From where the trail meets the rock, turn left and walk uphill past most of the routes and to a a left facing corner, just left of the steepest section of rock at the crag. The climb is just left of the left-facing corner. There is a second pitch - 10 bolts, 11b which I have not climbed.
This is a really fun well-bolted climb with a nice finish. Definitely worth doing. I'm not sure about the length, a 60m rope is fine and I'm guessing that a 50m should be OK too, but you might want to tie a knot in the end.
Addendum from Wendie: P2 fun, too (11c) - the crux is getting to the ledge at the anchor. Be careful if you do the 2nd pitch - not very well traveled, so lots of crumbly lichen growing on it. If you choose to go right to get to the ledge for the anchor, BE VERY CAREFUL - the rock is really broken there & much of it will fall onto your belayer or climbers below.
If you string 2 pitches together, you need 2 ropes or 2 rappels.
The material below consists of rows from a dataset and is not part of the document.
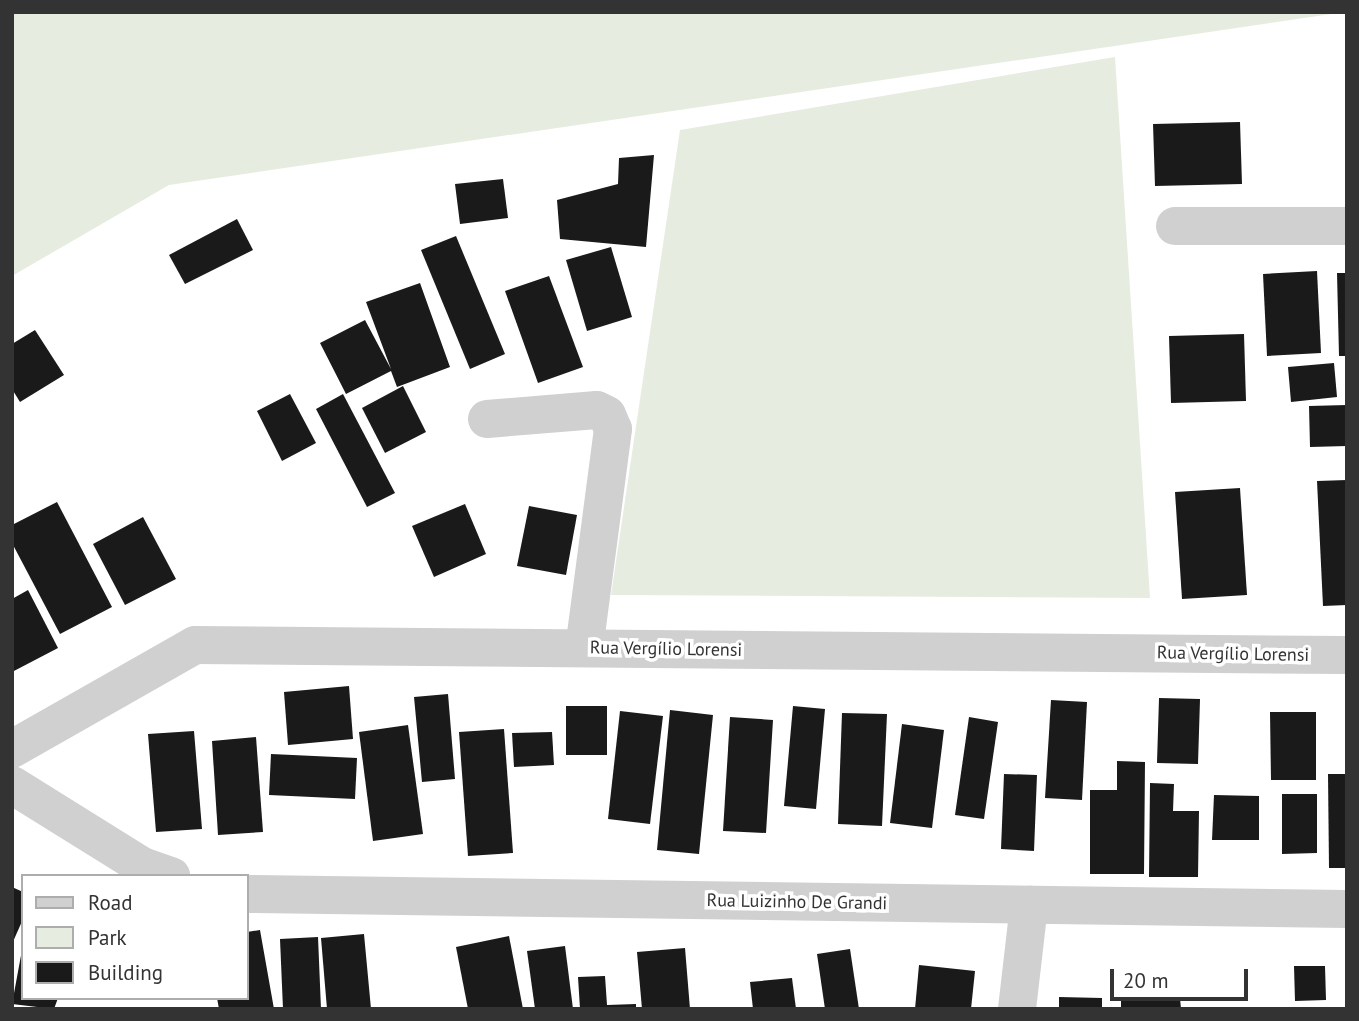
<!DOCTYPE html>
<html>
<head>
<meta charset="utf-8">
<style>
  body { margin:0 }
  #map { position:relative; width:1359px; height:1021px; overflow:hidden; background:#fff; font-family:"PT Sans",sans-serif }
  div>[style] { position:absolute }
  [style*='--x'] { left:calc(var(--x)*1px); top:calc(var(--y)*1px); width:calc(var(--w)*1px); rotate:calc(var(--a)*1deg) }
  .green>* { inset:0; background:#e6ecdf }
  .building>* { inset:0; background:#1a1a1a }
  .minor>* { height:38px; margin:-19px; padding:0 19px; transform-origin:19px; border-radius:19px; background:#d0d0d0 }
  span { translate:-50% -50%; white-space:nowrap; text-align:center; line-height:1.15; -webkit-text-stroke:7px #fff; paint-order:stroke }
  .street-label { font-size:18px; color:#333 }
  .frame { position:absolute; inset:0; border:14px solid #333; pointer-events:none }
  .legend { position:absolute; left:21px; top:874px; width:228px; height:126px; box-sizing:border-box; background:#fff; border:2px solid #adadad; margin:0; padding:9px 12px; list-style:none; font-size:21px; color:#333 }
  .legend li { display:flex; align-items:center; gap:14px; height:35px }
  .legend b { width:35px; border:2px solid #adadad }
  .scale { position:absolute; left:1110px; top:969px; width:138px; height:32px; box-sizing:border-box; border:4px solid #333; border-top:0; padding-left:9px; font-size:21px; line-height:24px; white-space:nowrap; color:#333; -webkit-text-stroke:5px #fff; paint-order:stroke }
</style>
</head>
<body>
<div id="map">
  <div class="green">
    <i style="clip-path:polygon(12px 12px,1345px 12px,169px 185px,12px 276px)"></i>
    <i style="clip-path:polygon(1115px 57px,1150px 598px,611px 595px,680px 130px)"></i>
  </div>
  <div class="building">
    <i style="clip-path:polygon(1240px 122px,1242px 184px,1155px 186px,1153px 124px)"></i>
    <i style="clip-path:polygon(654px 155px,646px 247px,560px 239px,557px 200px,618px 184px,619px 158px)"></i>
    <i style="clip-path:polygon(503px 179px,508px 218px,460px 224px,455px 184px)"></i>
    <i style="clip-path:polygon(237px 219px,253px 250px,185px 284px,169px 255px)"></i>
    <i style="clip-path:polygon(456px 236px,505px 354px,470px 369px,421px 250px)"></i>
    <i style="clip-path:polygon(611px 247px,632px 317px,587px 331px,566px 260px)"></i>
    <i style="clip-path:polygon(1317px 271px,1321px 353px,1267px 356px,1263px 274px)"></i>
    <i style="clip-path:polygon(1337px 273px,1347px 273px,1347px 356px,1339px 356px)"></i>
    <i style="clip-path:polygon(549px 276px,583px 367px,538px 383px,505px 291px)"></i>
    <i style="clip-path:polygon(420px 283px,450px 367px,397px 387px,391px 371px,346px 394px,320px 343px,365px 320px,391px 369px,366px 302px)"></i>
    <i style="clip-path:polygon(35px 330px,64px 375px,20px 402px,12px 389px,12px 344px)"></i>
    <i style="clip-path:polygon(1244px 334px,1246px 401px,1171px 403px,1169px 336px)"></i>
    <i style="clip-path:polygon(1334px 363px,1337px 397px,1291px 402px,1288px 367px)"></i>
    <i style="clip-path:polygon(403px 386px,426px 432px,385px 453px,362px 408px)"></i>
    <i style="clip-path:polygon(290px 394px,316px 443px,282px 461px,257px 411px)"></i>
    <i style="clip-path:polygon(343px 394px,395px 493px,367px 507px,316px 409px)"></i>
    <i style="clip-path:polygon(1347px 405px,1347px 446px,1310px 447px,1309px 406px)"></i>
    <i style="clip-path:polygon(1347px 480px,1347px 605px,1323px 606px,1317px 481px)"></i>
    <i style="clip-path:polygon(1240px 488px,1247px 595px,1182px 599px,1175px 492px)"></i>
    <i style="clip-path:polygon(57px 502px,112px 607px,60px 634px,12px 543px,12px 525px)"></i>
    <i style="clip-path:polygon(465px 504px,486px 554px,434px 577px,412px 526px)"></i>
    <i style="clip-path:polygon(529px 506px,577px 515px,566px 575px,517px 566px)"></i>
    <i style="clip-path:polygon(143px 517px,176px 579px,125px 605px,93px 544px)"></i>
    <i style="clip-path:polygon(28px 590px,58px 648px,12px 672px,12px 599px)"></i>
    <i style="clip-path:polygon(349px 686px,353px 739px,288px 745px,284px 692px)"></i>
    <i style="clip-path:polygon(448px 694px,455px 779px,422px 782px,414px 697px)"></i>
    <i style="clip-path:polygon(1159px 698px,1200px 699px,1198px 764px,1157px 763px)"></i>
    <i style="clip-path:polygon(1051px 700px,1087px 702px,1082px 800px,1045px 798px)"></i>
    <i style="clip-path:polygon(566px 706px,607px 706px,607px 755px,566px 755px)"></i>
    <i style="clip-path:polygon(793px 706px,825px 709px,816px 809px,784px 806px)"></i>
    <i style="clip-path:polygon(670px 710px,713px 715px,699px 854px,657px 850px)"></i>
    <i style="clip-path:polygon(620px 711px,663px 716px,650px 824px,608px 819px)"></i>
    <i style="clip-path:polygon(1270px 712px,1316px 712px,1316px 780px,1271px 780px)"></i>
    <i style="clip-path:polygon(842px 713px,887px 714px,882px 826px,838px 824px)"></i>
    <i style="clip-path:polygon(730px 717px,773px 720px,766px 833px,723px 831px)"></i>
    <i style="clip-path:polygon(969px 717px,998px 722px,984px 819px,955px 815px)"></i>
    <i style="clip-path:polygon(902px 724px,944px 730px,932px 828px,890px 823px)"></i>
    <i style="clip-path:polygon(408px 725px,423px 834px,373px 841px,359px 732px)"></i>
    <i style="clip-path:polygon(504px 729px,513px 853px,468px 856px,459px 732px)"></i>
    <i style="clip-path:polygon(194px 731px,202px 829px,156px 832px,148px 734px)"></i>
    <i style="clip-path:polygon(552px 732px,554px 765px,514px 767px,512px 733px)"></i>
    <i style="clip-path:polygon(256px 737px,263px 832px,218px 835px,212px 741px)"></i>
    <i style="clip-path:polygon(271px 754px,357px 758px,355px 799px,269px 795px)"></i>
    <i style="clip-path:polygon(1117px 761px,1145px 762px,1144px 874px,1090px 874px,1090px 790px,1117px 790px)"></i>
    <i style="clip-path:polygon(1004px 774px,1037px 775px,1034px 851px,1001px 849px)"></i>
    <i style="clip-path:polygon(1328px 774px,1347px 774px,1347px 868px,1329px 868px)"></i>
    <i style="clip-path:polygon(1150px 783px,1174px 784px,1173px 811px,1199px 811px,1198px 877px,1149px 877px)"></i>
    <i style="clip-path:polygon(1282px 794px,1317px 794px,1317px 853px,1282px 854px)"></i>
    <i style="clip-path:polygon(1214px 795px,1259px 796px,1259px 840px,1212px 840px)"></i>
    <i style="clip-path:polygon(12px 887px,23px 892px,23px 919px,12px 944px)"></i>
    <i style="clip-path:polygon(260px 930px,274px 1009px,219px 1009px,217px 998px,247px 998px,247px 932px)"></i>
    <i style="clip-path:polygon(364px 934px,371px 1009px,327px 1009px,321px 938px)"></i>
    <i style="clip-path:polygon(509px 936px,523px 1009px,468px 1009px,456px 947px)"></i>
    <i style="clip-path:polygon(318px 937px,321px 1009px,283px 1009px,280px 939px)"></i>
    <i style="clip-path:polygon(565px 946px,573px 1009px,535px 1009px,527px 951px)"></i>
    <i style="clip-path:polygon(685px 948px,690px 1009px,642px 1009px,637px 952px)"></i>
    <i style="clip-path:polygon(850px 949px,859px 1009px,825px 1009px,817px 954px)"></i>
    <i style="clip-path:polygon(22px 950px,23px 998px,58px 998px,54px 1009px,12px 1004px)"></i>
    <i style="clip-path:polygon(919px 965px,975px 971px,971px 1009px,915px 1009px)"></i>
    <i style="clip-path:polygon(1294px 966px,1325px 966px,1326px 1000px,1295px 1001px)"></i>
    <i style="clip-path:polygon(605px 976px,607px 1005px,636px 1004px,636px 1009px,580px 1009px,578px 977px)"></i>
    <i style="clip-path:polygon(792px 978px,796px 1009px,753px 1009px,750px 982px)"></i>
    <i style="clip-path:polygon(1059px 997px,1102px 998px,1102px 1009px,1059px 1009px)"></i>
    <i style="clip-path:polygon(1121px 998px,1180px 998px,1181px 1009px,1121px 1009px)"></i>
  </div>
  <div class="minor">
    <i style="--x:1175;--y:226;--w:172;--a:0"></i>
    <i style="--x:487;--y:419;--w:110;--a:-4.7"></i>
    <i style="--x:597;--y:410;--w:11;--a:27"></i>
    <i style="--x:607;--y:415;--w:15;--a:67"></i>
    <i style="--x:613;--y:429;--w:221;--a:97.5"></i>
    <i style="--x:12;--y:749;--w:210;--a:-29.6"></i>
    <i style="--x:195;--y:645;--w:1152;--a:0.5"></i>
    <i style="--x:12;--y:785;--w:153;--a:31.9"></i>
    <i style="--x:142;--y:866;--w:31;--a:19"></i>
    <i style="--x:247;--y:894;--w:1100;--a:0.78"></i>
    <i style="--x:1017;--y:1009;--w:105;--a:-83.4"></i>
  </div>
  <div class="street-label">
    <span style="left:666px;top:649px;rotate:1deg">Rua Vergílio Lorensi</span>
    <span style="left:1233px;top:654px;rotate:1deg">Rua Vergílio Lorensi</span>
    <span style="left:797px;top:902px;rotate:1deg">Rua Luizinho De Grandi</span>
  </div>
  <div class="frame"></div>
  <ul class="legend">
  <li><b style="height:9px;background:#d0d0d0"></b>Road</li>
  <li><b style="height:19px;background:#e6ecdf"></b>Park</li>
  <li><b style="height:19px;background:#1a1a1a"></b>Building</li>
  </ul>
  <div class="scale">20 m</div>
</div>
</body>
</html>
8 bolts to a 2 bolt anchor.
Tom on the 2nd pitch of [Printer] Boy.
BETA PHOTO: Scott leading pitch two of "Printer Boy". Notice ...
Jul 1, 2002
Super Route! Very fun & properly rated (much easier than the 10a to the left of it)! The 2nd pitch is really fun, too (11c) - the crux is getting to the ledge at the anchor. Be careful if you do the 2nd pitch - not very well traveled, so lots of crumbly lichen growing on it. If you choose to go right to get to the ledge for the anchor, BE VERY CAREFUL - the rock is really broken there & much of it will fall onto your belayer or climbers below. Well worth climbing, though. You can even string the 2 pitches together (20 draws), if you're leading 11s. Forgot to mention that if you string the 2 pitches together, you either need 2 ropes or 2 rappels....
|By Rob Dillon|
Jul 25, 2004
Um, the 2nd pitch crux is a bolted crack, which gives it up rather more easily than .11c if you know how to put your hands in the crack like they used ta back in the days before people drilled next to hand cracks.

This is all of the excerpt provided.